Staying healthy when older -- four tips
There is no magic elixir, balm or voodoo treatment that will help you look and feel younger instantly. The good news is, there are plenty of simple steps that will improve your health and appearance.
Here's a sampling from experts in four areas of health, who offer practical tips for people who want to make changes without reinventing the wheel.
Brooke Leys-Campeau, who teaches Zumba Gold classes at a senior center in Tustin, Calif., says when she started there two years ago, she took it easy on her pupils. But Leys-Campeau quickly found "they were ready for more," she says.
In her Tuesday morning class, one woman is in her 80s, recovering from a stroke. A man, 65, has lost more than 100 pounds over the past few years, through various activities. It occurred to Leys-Campeau that the key to exercising is to find something you enjoy.
"People feel like: 'Oh my gosh, I can't keep the rhythm, I feel like such a dork.' It's not an audition; it's not a competition. Some people have zero rhythm and don't dance on beat the entire class, and yet they're smiling and moving and having a great time."
There are all kinds of gyms, fitness centers and studios you could join, but check them out thoroughly, read the fine print, and if you want to join, wait until the end of the month to get the maximum best deal.
Or try a home workout. "All the exercises you can do with free weights, you can do with tubes and [stretch] bands," she says. Use the instructional DVDs or booklets that come with them for the correct technique that will help avoid injury.
"The most important thing is for people to find something they enjoy, and start out small," she says. "The biggest mistake people make is they go too far too fast, and either injure themselves or get too sore, and give up."

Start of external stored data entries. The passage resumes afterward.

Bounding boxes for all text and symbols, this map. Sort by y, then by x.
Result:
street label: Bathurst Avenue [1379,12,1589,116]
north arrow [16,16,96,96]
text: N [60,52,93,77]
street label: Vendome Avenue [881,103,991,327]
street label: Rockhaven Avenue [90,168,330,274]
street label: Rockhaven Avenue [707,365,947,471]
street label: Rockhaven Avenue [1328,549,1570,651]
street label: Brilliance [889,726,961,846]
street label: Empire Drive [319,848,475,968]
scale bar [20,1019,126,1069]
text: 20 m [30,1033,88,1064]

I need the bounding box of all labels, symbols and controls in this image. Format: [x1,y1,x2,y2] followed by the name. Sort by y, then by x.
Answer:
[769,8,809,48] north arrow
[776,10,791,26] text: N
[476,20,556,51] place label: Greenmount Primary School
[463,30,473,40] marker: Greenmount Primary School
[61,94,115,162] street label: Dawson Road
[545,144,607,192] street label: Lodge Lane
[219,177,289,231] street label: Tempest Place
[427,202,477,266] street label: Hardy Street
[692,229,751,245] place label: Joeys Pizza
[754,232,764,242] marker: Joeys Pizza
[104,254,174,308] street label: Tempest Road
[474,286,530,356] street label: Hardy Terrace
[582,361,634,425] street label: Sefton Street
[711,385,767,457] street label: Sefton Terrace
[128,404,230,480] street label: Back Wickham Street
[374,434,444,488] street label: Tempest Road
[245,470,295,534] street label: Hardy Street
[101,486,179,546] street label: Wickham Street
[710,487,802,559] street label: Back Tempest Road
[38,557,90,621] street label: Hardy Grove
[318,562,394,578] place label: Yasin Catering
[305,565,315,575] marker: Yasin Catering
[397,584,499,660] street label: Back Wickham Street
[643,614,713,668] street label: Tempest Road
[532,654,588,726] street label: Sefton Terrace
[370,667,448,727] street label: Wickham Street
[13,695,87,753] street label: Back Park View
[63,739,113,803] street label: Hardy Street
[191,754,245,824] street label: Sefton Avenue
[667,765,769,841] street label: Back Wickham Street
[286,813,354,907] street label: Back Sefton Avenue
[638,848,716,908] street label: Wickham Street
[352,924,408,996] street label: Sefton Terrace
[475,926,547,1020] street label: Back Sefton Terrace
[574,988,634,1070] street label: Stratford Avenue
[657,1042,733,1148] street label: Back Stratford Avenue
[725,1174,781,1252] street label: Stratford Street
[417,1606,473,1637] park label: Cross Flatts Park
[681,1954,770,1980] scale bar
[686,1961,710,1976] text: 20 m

The American Psychological Association says at least 40 million Americans suffer from some type of sleep disorder So, if you're not sleeping seven to eight hours a night, you're not alone.
"It can either be related to the fact that people are working longer hours, or people are trying to make ends meet in these difficult economic times," says Dr. Alon Avidan, an associate professor of neurology at UCLA and director of the school's Sleep Disorders Center.
Our own behaviors also are responsible for our sleeplessness: We watch too much TV, play video games or check our phones right before bed. "All of this makes it often difficult for people to get an appropriate period of sleep," Avidan says. The result can be as simple as cognitive or memory problems, or as serious as an increased long-term risk of weight gain, depression and diabetes.
Avidan advises going to bed about the same time each night; don't nap for more than 15 to 20 minutes a day; and avoid alcohol and caffeine at night.
If you're sleepy during the day and snore at night, you probably have obstructive sleep apnea, in which the airway becomes blocked and the sleeper wakes up repeatedly. This is a dangerous health condition, and a sleep specialist should be consulted.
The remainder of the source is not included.